I first caught Greystoke back when I was around the age of 10. Familiar with the underlying story, I remember being rapt by the apes and practical effects (which sure, haven’t aged well) and the sense that this was something altogether bigger and more emotional than other versions I’d caught glimpse of. A fresh view of the film today and that still holds true. The grandeur is met with a real level of grit, stemming from a naturalistic depiction of this man’s journey, from orphaned child, through a childhood raised by apes, all the way to his discovery and reunion with a life he left behind long ago. There’s an inherent level of trauma and tragedy in all this, and it’s well fleshed out, largely through Tarzan’s (Christopher Lambert) relationships with friend/adventurer Philippe d’Arnot (a wonderful Ian Holm), his grandfather the Sixth Earl of Greystoke (the ever magnificent Ralph Richardson), and love interest Jane (Andie MacDowell).

The whole “white man in a savage land” trope has been milked to death over the years, even in a 2016 adaptation staring Alexander Skarsgård. Greystoke feels rather earnest about it, aided by a more misty, old school approach to filmmaking, as well as being less concerned with depictions of tribal culture or any white savior ideals. These apes are painted as more noble than some of the humans Tarzan encounters. Not difficult in this age of Imperialism and with the backdrop of the British upper-classes. An immersion in the jungle wonderfully balanced by the shock and awe of a shift into the West.

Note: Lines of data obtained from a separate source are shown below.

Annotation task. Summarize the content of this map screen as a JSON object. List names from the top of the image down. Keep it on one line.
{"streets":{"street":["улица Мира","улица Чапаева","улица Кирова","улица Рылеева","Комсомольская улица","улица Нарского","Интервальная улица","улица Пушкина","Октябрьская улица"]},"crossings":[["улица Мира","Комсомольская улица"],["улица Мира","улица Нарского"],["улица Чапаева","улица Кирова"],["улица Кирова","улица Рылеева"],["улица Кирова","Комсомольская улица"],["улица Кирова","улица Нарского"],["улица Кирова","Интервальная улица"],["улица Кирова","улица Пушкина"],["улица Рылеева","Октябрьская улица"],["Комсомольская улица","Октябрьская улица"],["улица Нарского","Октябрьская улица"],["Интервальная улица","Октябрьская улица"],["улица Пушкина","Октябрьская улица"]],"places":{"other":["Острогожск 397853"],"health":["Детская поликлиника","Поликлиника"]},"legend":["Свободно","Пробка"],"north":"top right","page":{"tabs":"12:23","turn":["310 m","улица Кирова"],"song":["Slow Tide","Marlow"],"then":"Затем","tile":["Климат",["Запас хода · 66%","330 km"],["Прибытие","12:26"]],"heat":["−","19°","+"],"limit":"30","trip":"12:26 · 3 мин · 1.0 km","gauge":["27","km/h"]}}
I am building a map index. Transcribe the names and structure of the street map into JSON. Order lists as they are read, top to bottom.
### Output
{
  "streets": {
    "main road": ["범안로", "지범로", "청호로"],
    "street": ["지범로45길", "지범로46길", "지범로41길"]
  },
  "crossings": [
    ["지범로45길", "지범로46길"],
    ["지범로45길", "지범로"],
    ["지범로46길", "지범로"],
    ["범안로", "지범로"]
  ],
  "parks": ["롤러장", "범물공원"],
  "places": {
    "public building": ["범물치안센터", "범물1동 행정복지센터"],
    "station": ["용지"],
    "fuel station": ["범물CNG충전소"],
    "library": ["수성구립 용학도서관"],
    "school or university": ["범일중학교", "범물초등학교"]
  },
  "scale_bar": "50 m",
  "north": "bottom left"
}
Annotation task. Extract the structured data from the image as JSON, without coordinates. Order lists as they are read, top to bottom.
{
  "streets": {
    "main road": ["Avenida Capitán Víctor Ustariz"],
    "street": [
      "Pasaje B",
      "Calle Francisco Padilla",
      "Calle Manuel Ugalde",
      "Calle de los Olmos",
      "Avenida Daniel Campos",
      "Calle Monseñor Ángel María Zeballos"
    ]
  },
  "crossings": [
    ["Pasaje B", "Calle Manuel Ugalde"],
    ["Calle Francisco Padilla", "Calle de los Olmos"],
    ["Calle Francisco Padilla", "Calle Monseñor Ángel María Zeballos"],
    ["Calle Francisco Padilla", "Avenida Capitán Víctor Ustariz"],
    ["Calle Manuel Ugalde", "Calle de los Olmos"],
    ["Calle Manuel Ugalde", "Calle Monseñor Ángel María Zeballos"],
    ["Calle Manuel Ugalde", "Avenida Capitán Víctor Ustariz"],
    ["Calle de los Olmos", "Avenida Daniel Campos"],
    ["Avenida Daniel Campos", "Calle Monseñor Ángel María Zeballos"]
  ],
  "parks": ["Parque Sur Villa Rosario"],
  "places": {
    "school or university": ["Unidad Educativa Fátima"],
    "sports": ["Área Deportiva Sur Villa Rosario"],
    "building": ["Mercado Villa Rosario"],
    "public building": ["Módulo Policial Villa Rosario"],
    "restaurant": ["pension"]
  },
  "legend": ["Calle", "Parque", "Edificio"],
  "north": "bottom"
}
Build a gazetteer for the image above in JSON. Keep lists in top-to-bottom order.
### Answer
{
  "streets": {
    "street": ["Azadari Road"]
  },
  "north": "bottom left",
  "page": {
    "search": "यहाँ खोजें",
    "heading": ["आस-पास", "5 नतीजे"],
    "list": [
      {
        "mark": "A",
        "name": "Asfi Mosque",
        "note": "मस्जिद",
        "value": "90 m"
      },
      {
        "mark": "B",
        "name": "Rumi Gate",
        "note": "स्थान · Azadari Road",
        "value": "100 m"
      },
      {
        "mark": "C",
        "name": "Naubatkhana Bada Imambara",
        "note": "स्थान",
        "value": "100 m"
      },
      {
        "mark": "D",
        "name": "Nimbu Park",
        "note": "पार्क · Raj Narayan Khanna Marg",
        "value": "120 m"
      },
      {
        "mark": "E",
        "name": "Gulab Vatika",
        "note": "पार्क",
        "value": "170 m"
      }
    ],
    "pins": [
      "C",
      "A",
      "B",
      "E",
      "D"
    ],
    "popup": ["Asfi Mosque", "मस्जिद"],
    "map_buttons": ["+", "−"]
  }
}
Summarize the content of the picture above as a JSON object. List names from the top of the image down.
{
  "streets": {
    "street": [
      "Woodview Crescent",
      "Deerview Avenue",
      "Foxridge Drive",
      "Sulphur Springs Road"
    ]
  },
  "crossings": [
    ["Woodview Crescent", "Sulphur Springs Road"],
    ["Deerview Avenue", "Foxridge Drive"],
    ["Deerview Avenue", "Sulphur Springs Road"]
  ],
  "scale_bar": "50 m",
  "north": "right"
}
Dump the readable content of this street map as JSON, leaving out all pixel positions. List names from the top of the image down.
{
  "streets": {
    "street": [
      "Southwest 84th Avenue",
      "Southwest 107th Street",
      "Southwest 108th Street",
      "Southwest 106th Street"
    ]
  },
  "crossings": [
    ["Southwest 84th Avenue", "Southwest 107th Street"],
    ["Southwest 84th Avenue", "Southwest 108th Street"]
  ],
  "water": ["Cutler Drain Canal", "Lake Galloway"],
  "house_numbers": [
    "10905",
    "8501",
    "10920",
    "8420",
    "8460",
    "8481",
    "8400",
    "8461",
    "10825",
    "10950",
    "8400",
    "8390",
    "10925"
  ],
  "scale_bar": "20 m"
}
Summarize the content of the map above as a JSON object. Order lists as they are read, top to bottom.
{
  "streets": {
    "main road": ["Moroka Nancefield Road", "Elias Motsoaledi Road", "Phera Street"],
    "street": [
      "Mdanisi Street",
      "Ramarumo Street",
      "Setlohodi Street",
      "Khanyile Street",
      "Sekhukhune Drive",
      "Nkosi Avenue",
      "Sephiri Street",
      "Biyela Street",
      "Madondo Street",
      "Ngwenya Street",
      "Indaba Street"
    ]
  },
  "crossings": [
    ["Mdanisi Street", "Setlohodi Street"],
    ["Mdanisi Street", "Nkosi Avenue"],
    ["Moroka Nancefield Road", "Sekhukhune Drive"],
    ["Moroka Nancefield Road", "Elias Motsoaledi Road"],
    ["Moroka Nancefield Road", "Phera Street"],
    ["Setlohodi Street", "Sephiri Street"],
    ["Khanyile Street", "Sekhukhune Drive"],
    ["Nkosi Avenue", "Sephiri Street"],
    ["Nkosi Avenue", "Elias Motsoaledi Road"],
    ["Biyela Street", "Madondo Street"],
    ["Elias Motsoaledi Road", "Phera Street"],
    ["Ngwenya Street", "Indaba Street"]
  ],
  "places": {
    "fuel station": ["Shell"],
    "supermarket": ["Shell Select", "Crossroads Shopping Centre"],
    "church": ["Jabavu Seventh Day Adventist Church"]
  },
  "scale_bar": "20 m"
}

Greystoke refocuses the Tarzan myth into an inward looking tale, showing a man’s soul forged in a sense of adventure, attuned to the call of the wild over civility and civilization.

(@Texas_Jon on Xitter)

Austin Vashaw

I definitely caught Greystoke on TV as a kid – probably more than once – and was enraptured by it. But I hadn’t revisited it since childhood, and maybe never seen in its entirety. So it was with some excitement that I anticipated this Two Cents rewatch (and realized that for years I have incorrectly thought it called “Greystroke”).

The film has some striking images and moments that have always stuck with me, like Tarzan’s defeat of his gorilla nemesis and his reunion with his adoptive ape father Silverbeard, ending in the anguished cry of “he was my father”. Even as a kid I was awed by the film’s potent sense of tragedy and sudden violence. One thing that really struck a chord with me was the grandfather character sledding down the stairs to his death, trying to recreate his fondest childhood memory. Even as a kid, in that moment I completely understood his nostalgia (maybe the first time understanding this concept) and braced for the worst, rightly fearing for the kind old man’s life and the change his death would bring. But in the years since I had forgotten about that particular scene, and ironically seeing it again suddenly unlocked that memory and rushed the nostalgic part of my brain.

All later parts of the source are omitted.